### Work order
Write out the data below exactly as given, without any of its pictures.

########

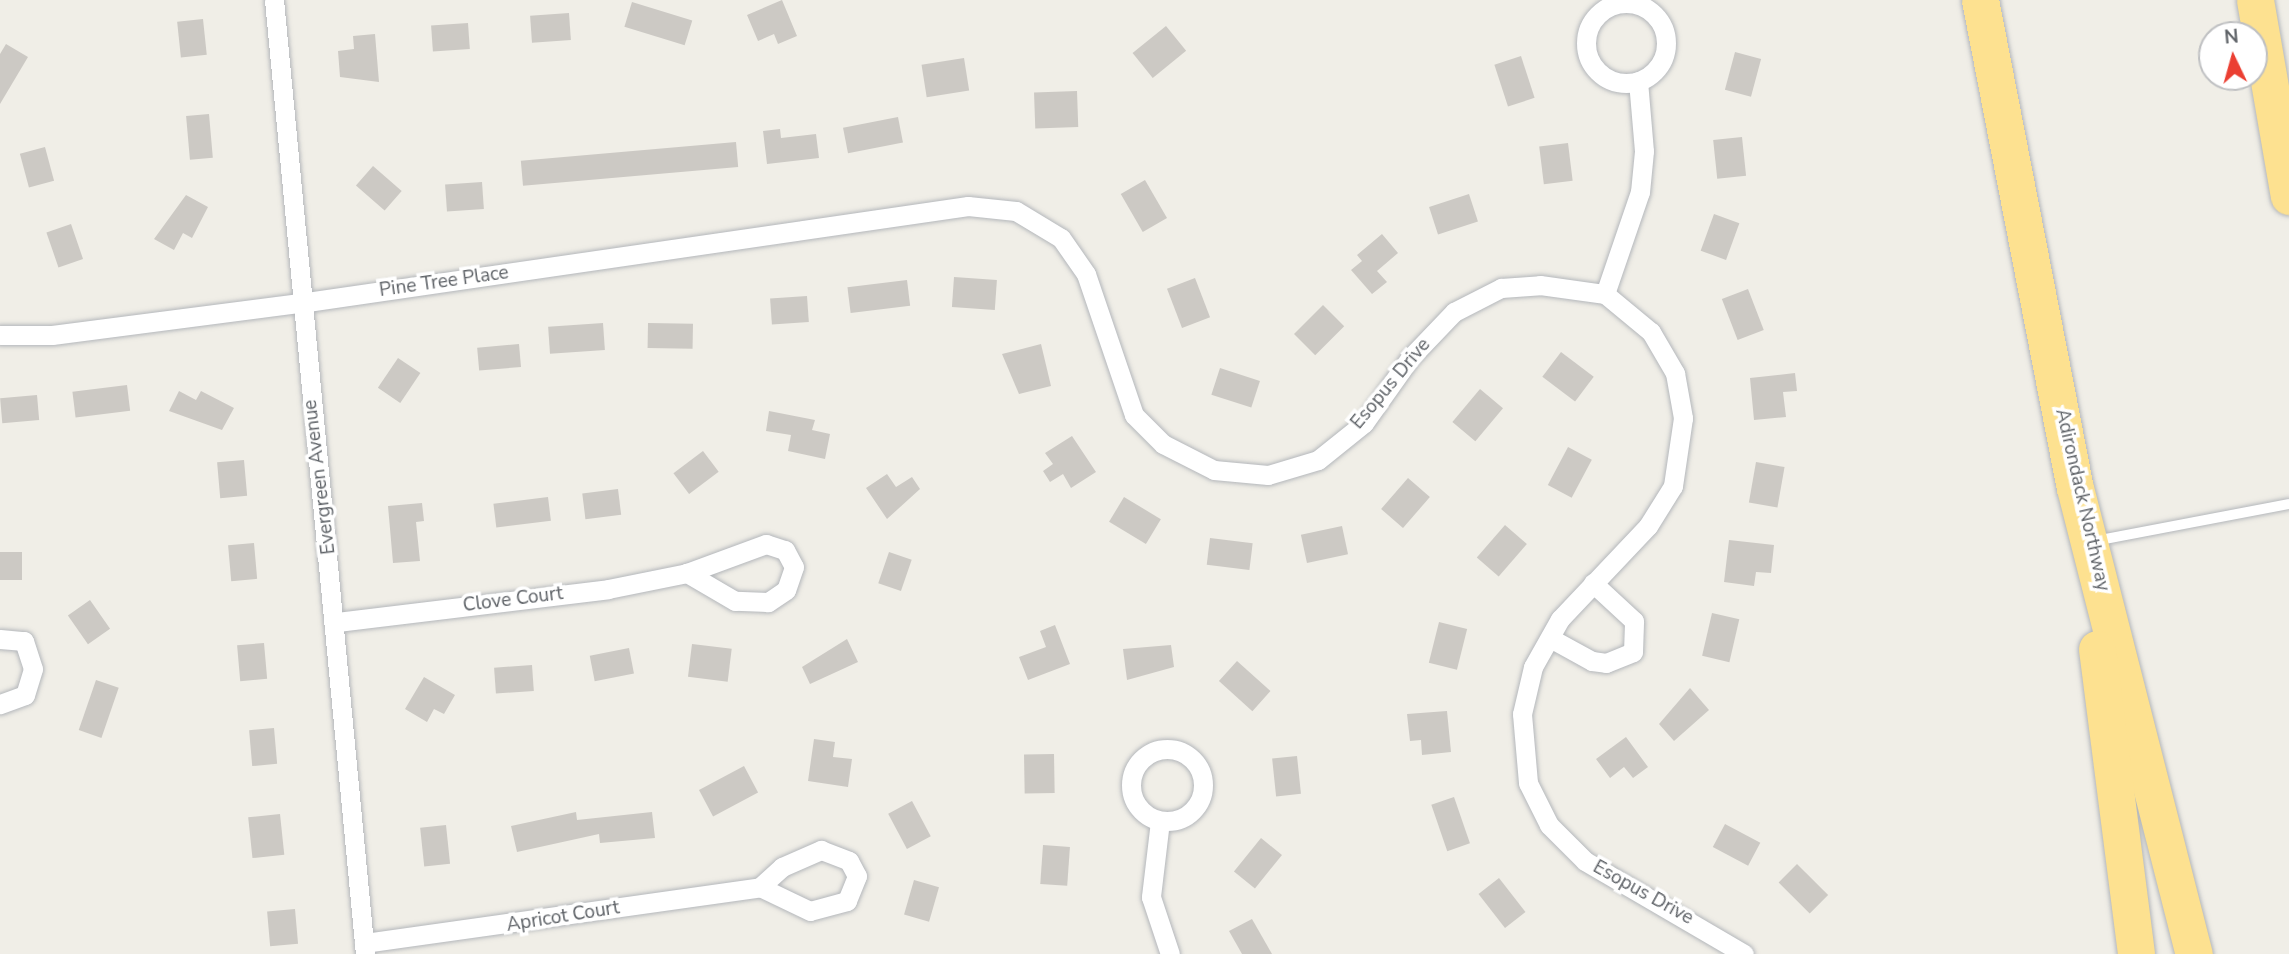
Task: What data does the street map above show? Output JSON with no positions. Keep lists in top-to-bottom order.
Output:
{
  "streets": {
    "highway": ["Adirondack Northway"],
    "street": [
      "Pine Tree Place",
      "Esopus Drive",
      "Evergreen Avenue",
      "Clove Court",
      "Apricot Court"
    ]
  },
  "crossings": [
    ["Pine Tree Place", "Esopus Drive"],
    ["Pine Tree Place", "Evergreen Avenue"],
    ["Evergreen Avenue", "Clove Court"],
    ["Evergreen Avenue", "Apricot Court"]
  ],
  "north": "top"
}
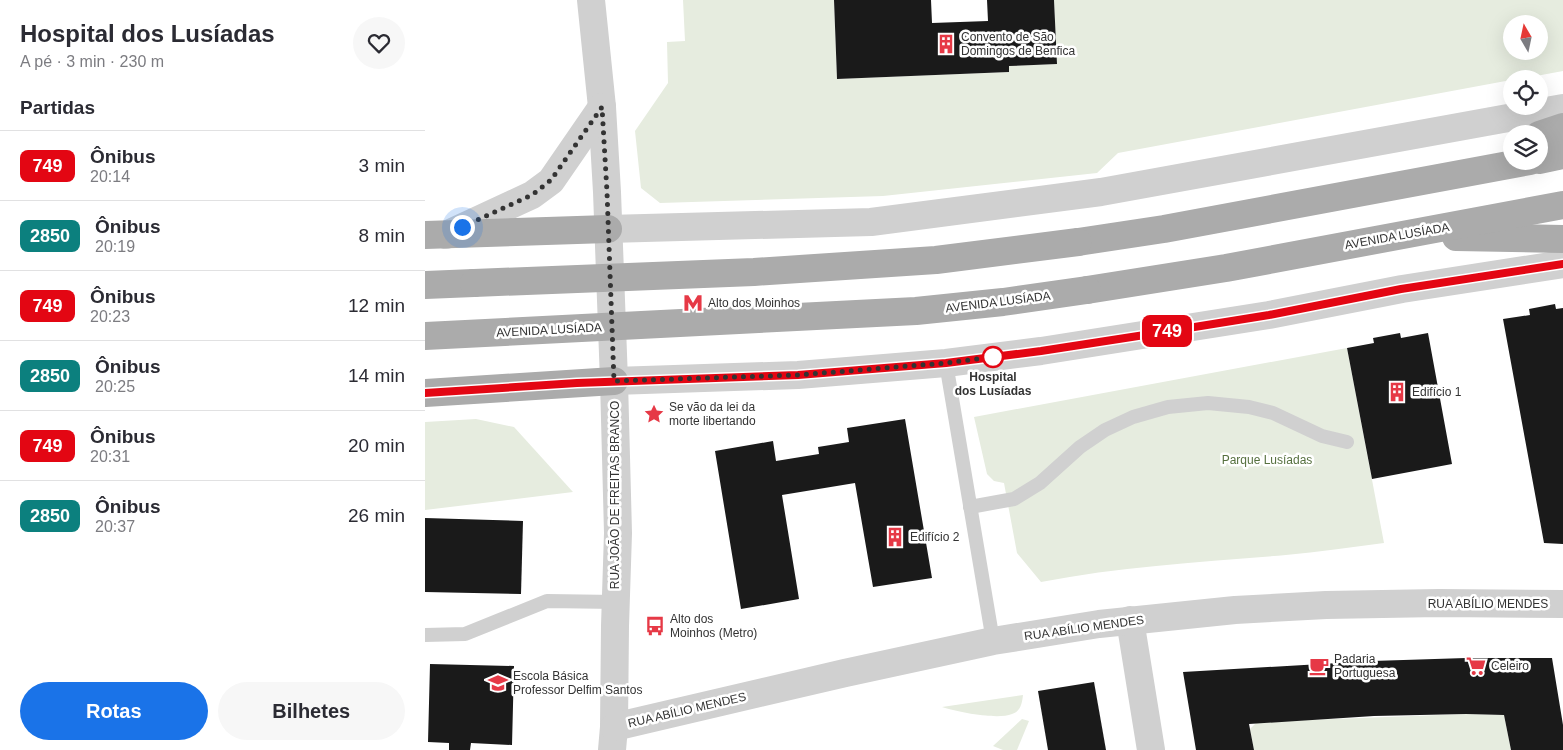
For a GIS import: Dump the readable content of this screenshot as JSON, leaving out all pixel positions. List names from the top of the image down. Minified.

########

### Output below
Task: What data does the street map above show? Output JSON with no positions. Keep lists in top-to-bottom order.
Output:
{
  "streets": {
    "highway": ["Adirondack Northway"],
    "street": [
      "Pine Tree Place",
      "Esopus Drive",
      "Evergreen Avenue",
      "Clove Court",
      "Apricot Court"
    ]
  },
  "crossings": [
    ["Pine Tree Place", "Esopus Drive"],
    ["Pine Tree Place", "Evergreen Avenue"],
    ["Evergreen Avenue", "Clove Court"],
    ["Evergreen Avenue", "Apricot Court"]
  ],
  "north": "top"
}
For a GIS import: Dump the readable content of this screenshot as JSON, leaving out all pixel positions. List names from the top of the image down. Minified.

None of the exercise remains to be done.